- Work request: Could you write out every record below exactly, leaving out any pictures?

[Saved data entries]
▼
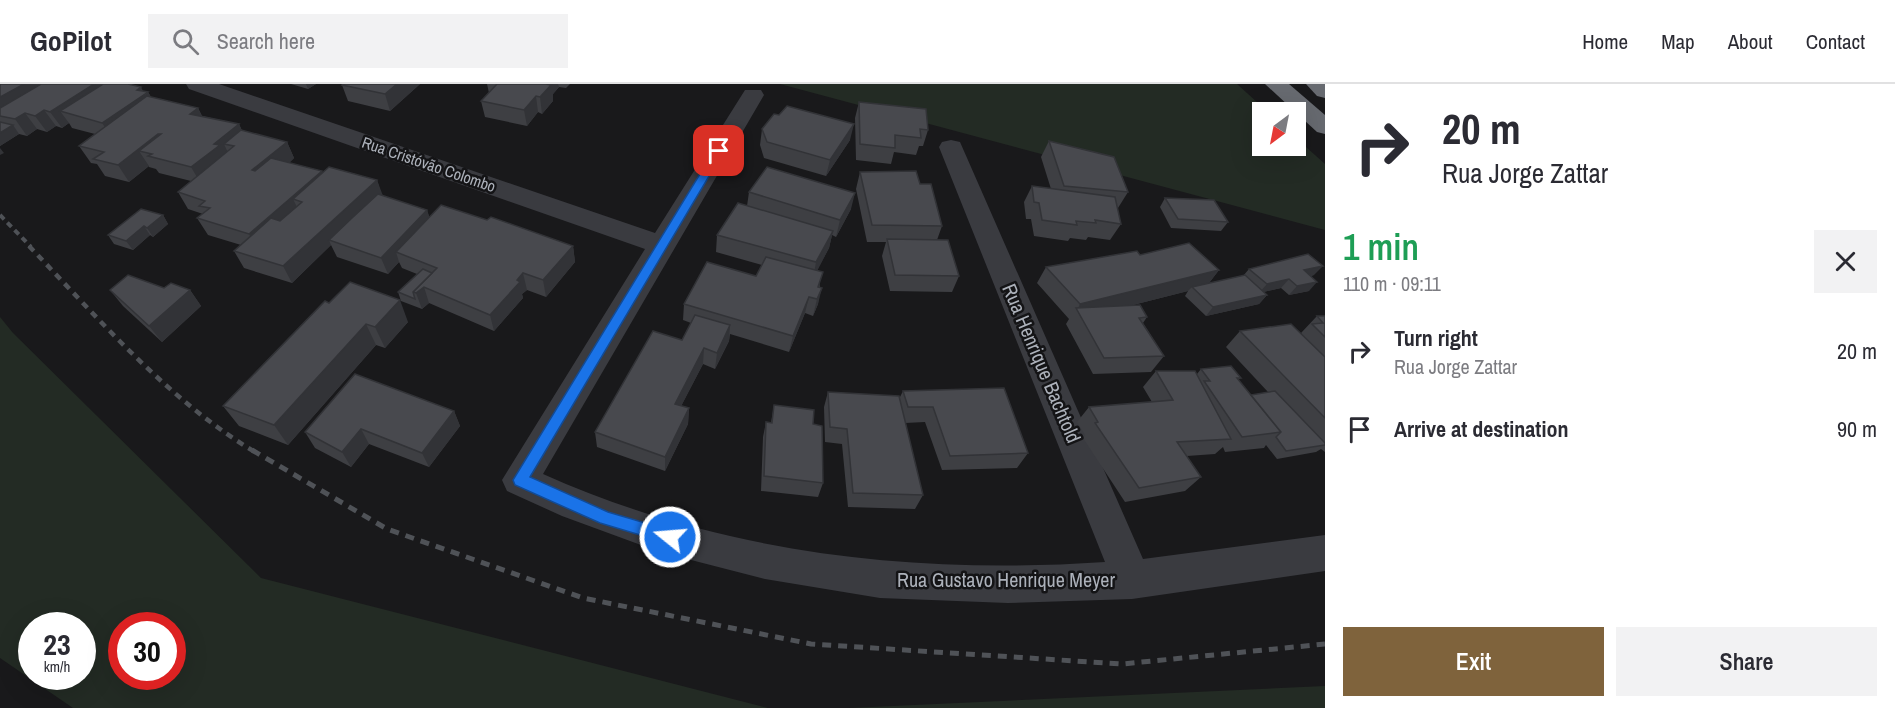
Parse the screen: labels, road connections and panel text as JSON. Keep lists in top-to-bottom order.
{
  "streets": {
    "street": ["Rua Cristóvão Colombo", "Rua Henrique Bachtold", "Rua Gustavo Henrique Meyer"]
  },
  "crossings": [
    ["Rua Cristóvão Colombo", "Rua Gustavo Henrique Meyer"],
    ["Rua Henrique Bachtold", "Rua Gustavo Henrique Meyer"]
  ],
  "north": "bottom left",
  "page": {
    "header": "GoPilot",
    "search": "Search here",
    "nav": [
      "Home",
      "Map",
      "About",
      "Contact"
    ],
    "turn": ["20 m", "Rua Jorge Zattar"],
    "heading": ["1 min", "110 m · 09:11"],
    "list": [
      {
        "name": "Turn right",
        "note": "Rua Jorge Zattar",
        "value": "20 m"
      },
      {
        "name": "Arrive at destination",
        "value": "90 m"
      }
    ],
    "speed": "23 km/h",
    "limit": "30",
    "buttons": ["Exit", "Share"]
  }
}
▲
- Final answer:
Parse the screen: labels, road connections and panel text as JSON. Keep lists in top-to-bottom order.
{
  "streets": {
    "street": ["Rua Cristóvão Colombo", "Rua Henrique Bachtold", "Rua Gustavo Henrique Meyer"]
  },
  "crossings": [
    ["Rua Cristóvão Colombo", "Rua Gustavo Henrique Meyer"],
    ["Rua Henrique Bachtold", "Rua Gustavo Henrique Meyer"]
  ],
  "north": "bottom left",
  "page": {
    "header": "GoPilot",
    "search": "Search here",
    "nav": [
      "Home",
      "Map",
      "About",
      "Contact"
    ],
    "turn": ["20 m", "Rua Jorge Zattar"],
    "heading": ["1 min", "110 m · 09:11"],
    "list": [
      {
        "name": "Turn right",
        "note": "Rua Jorge Zattar",
        "value": "20 m"
      },
      {
        "name": "Arrive at destination",
        "value": "90 m"
      }
    ],
    "speed": "23 km/h",
    "limit": "30",
    "buttons": ["Exit", "Share"]
  }
}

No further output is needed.